Doubt 1 part 1 : What happens when TS(Ti) < W-timestamp(Qk)
Let Qk denote the version of Q whose write timestamp is the largest write timestamp less than or equal to TS(Ti).
So according to this condition, the situation "TS(Ti) < W-timestamp(Qk) " can't occur ever because it is already said that the W-timestamp(Qk)<=TS(Ti).
At the very beginning we maintain a version Q0 of dB and initialize the read and write TS with 0.
So any transaction Ti will have a version of Q whose W-timestamp(Qk) is lesser than TS(Ti) i.e.
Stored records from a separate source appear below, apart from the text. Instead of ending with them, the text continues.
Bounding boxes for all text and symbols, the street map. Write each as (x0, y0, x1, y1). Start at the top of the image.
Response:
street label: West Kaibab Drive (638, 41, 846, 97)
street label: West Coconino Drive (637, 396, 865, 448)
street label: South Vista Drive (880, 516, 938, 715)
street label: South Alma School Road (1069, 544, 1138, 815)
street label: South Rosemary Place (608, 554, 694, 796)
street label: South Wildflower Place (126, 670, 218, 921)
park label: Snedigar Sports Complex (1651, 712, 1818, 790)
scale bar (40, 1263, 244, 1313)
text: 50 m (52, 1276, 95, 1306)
W-timestamp(Q0) < TS(Ti) => 0<TS(Ti)
Doubt 1 part 2: What happens when TS(Ti) > W-timestamp(Qk)
Let Qk denote the version of Q whose write timestamp is the largest write timestamp less than or equal to TS(Ti) i.e. W-timestamp(Qk)<=TS(Ti)
The primary condition is this only. Whenever we confront any operation this is the condition that we always check.
Doubt 2 : Multiversion protocol allows schedules which may not be conflict or even view serializable. So Yes you are right that this protocol allows some non conflict serializable schedules too.
Doubt 3: Multiversion allows more than view serializable schedules.
I had following doubts: is it worth to give so much importance to this topic fo GATE perspective? Can we safely skip it?
I am a student as well so i shouldn't comment on this :P But yes my teacher told that this is very less important for GATE.